§ Exercise objective
Scan the listing below for the word "labels" and copy every line where it occurs.

§ Data provided

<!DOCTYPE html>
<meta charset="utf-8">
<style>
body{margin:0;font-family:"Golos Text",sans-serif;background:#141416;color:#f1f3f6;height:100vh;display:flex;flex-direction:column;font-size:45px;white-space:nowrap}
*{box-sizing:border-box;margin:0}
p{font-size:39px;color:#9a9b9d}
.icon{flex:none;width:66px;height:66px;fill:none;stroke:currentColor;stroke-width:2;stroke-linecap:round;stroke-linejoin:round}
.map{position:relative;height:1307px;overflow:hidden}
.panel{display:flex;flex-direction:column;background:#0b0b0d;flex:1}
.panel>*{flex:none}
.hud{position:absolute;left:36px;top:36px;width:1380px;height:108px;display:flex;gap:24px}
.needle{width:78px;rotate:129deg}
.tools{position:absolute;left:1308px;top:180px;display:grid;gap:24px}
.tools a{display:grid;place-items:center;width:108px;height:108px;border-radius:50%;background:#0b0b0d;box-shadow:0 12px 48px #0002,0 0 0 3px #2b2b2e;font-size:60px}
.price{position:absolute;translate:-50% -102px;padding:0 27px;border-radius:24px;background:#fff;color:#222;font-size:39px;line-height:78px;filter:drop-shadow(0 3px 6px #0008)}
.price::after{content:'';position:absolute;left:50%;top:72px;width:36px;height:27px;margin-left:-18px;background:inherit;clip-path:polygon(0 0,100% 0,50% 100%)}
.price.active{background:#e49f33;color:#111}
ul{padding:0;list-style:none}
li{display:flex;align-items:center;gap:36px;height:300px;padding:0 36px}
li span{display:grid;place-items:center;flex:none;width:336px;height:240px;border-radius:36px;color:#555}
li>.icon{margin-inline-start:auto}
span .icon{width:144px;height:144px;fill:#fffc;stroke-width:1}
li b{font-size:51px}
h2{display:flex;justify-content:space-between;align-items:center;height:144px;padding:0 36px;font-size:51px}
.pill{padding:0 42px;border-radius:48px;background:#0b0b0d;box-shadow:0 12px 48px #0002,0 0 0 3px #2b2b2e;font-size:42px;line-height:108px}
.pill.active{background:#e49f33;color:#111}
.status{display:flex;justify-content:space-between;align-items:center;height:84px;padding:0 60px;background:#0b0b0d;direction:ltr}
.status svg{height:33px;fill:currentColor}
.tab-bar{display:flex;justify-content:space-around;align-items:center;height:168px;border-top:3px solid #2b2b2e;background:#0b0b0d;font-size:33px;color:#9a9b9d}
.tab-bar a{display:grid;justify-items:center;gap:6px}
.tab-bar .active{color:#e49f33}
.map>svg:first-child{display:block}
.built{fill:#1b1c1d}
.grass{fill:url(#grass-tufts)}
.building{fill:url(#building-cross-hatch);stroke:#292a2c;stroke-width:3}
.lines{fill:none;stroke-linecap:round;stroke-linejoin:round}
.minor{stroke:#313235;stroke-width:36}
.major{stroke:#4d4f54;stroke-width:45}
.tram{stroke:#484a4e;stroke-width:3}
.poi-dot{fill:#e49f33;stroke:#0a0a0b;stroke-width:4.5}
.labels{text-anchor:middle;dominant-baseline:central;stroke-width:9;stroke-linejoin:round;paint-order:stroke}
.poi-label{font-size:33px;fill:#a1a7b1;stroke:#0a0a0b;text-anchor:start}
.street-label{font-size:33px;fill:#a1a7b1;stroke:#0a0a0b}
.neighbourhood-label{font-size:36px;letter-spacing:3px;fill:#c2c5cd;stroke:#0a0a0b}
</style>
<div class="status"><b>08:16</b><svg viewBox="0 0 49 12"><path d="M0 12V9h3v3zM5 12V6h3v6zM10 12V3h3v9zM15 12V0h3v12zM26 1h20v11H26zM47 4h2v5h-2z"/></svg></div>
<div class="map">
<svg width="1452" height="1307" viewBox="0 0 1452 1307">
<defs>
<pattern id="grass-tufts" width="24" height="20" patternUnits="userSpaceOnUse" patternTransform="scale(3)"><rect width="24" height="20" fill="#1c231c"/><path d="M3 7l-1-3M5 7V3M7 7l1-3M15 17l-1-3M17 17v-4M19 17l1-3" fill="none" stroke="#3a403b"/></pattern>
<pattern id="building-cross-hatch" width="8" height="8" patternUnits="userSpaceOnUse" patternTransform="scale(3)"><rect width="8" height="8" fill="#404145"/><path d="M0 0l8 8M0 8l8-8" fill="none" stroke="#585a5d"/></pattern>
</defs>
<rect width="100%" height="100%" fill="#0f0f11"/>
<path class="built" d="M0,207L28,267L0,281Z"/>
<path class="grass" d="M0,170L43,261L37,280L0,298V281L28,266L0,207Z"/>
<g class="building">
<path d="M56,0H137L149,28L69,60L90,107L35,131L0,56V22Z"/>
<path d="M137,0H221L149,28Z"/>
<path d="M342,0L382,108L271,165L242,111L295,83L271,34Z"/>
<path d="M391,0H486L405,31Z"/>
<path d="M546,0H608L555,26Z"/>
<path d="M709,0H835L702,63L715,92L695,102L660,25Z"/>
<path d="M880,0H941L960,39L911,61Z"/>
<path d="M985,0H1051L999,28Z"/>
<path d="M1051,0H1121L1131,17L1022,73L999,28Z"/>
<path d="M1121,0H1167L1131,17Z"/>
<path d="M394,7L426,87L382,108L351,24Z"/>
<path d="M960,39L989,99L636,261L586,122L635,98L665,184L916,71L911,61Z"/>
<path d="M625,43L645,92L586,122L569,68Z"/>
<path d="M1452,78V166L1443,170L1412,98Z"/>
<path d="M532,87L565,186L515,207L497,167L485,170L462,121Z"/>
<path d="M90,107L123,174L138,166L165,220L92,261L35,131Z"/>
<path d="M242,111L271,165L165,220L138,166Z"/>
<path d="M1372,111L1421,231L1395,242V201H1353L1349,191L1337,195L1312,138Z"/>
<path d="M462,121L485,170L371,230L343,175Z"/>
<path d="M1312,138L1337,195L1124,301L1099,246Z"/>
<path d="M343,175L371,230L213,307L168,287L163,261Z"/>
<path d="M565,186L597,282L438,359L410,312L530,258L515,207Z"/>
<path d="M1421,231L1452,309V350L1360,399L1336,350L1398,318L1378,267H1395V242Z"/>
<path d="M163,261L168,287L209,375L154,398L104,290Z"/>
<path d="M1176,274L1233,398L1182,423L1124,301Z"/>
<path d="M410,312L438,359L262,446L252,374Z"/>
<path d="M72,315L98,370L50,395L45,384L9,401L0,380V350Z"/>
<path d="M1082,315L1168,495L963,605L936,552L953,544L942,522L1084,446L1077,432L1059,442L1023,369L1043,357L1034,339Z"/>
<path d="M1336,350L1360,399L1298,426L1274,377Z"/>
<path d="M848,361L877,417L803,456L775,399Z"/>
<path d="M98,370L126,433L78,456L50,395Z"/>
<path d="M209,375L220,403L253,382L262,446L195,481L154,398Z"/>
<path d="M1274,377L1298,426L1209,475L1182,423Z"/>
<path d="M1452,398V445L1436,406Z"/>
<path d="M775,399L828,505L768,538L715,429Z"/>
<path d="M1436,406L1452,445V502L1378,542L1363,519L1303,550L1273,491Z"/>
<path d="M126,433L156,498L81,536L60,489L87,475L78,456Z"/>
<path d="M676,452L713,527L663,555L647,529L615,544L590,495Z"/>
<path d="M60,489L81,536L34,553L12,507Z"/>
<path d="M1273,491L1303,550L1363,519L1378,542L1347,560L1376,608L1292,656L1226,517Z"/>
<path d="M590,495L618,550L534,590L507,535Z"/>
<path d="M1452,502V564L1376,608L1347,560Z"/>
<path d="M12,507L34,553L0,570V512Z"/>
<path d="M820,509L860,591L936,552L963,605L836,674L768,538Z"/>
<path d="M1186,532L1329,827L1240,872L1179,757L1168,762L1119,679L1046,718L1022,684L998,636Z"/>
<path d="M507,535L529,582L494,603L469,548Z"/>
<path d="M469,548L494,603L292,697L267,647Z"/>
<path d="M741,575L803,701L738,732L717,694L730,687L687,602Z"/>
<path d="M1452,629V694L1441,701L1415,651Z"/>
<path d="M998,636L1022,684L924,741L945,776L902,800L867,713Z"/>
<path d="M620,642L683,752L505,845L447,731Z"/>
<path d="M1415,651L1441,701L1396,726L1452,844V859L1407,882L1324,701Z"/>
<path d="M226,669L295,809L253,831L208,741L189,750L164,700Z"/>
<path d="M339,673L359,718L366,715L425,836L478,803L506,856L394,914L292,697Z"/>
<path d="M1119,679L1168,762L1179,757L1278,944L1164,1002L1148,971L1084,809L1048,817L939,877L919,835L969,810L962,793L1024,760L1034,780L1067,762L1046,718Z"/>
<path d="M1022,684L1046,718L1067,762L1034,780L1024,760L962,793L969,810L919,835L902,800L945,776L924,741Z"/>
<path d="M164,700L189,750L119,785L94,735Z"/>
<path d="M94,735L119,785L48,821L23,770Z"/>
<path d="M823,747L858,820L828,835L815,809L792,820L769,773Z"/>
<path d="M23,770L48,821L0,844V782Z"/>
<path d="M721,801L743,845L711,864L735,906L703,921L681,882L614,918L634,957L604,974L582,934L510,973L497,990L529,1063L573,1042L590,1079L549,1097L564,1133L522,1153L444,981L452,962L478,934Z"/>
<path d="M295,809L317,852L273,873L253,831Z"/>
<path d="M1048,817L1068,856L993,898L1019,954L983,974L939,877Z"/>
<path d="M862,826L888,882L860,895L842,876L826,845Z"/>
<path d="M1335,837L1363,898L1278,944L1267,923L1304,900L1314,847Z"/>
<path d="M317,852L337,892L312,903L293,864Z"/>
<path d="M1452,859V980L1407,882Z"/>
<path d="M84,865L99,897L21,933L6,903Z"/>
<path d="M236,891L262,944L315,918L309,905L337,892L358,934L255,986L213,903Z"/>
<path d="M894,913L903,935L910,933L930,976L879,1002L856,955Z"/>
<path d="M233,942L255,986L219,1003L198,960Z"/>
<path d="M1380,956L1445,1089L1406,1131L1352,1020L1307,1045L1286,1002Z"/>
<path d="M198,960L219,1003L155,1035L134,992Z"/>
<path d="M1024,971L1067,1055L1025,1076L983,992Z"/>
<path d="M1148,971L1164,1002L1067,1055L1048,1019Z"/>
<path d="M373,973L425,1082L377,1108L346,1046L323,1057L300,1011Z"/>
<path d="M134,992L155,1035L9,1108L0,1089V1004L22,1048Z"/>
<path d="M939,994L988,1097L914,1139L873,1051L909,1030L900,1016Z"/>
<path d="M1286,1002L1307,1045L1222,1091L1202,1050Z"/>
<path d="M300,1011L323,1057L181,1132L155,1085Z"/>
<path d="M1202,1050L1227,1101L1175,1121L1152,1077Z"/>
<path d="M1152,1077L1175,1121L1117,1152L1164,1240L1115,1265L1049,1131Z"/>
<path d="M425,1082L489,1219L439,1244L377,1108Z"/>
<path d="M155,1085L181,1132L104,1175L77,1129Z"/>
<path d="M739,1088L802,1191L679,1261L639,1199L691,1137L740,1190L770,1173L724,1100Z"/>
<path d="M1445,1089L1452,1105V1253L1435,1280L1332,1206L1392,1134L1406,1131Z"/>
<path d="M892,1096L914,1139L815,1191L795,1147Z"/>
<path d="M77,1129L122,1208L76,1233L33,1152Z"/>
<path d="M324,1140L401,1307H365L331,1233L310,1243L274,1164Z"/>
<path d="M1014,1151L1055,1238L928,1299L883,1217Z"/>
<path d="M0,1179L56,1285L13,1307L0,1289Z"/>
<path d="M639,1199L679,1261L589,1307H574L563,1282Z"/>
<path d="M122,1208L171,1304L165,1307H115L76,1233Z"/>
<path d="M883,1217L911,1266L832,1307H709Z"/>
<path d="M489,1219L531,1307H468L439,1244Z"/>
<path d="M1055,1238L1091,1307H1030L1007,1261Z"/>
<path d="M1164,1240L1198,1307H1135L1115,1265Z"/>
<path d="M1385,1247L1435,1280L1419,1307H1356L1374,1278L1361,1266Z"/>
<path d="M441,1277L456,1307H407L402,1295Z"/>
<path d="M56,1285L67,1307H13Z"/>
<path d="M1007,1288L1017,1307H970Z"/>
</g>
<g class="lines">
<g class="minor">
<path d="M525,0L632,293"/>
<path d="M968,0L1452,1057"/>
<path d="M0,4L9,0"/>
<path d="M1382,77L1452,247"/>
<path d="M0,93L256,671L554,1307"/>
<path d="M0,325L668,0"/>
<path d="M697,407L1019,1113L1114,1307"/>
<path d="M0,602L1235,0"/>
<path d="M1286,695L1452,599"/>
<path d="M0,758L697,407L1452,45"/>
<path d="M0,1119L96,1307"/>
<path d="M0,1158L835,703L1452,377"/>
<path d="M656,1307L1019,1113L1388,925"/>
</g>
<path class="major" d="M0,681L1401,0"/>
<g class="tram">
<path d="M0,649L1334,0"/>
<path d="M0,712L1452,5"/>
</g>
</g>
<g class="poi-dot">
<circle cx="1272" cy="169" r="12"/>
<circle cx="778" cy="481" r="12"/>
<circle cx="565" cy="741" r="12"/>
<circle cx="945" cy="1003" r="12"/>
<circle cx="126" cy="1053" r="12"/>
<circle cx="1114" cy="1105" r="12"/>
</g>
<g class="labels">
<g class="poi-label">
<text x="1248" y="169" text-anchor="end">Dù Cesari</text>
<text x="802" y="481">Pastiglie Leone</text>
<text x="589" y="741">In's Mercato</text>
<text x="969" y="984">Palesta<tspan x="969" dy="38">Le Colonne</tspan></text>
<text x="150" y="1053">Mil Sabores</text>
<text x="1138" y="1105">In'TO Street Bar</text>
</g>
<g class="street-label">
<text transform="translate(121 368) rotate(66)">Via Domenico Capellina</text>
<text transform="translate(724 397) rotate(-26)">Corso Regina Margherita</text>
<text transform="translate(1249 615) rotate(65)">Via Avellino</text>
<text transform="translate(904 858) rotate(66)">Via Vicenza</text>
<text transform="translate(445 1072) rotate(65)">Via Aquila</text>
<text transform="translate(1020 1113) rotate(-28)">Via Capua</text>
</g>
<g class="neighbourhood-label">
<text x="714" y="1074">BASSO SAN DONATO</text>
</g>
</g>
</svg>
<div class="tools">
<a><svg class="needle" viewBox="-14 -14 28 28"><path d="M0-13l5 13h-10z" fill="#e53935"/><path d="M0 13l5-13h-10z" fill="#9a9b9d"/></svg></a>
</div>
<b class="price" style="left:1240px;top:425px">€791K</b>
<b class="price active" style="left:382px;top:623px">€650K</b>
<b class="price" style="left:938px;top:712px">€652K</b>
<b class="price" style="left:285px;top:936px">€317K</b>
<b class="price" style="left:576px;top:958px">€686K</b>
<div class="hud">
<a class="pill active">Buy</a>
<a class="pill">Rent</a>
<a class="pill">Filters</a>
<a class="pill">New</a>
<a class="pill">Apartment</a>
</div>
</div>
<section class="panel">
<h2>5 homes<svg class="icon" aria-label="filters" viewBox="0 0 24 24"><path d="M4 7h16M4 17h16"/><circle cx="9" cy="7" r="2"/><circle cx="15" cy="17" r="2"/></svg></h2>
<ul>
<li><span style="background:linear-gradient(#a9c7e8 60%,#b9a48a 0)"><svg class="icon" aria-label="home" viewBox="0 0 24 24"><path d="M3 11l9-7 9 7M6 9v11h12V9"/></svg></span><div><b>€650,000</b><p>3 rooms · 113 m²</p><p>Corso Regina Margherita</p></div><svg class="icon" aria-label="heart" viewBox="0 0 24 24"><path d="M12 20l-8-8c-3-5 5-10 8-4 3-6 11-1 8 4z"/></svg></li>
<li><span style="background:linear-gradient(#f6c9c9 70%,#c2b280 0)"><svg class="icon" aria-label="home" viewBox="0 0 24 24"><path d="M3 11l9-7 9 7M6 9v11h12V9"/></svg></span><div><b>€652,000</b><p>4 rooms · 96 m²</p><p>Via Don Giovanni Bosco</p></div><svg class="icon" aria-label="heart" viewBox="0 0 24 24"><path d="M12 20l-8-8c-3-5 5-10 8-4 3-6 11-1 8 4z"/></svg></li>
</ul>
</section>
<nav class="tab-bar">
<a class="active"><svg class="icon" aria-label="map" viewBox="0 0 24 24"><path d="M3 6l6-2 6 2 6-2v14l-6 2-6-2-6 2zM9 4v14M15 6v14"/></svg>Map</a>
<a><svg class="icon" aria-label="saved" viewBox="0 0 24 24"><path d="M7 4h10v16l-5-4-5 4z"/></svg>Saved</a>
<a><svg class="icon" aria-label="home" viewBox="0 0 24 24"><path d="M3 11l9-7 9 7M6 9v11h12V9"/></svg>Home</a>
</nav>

§ Solution to the exercise
.labels{text-anchor:middle;dominant-baseline:central;stroke-width:9;stroke-linejoin:round;paint-order:stroke}
<g class="labels">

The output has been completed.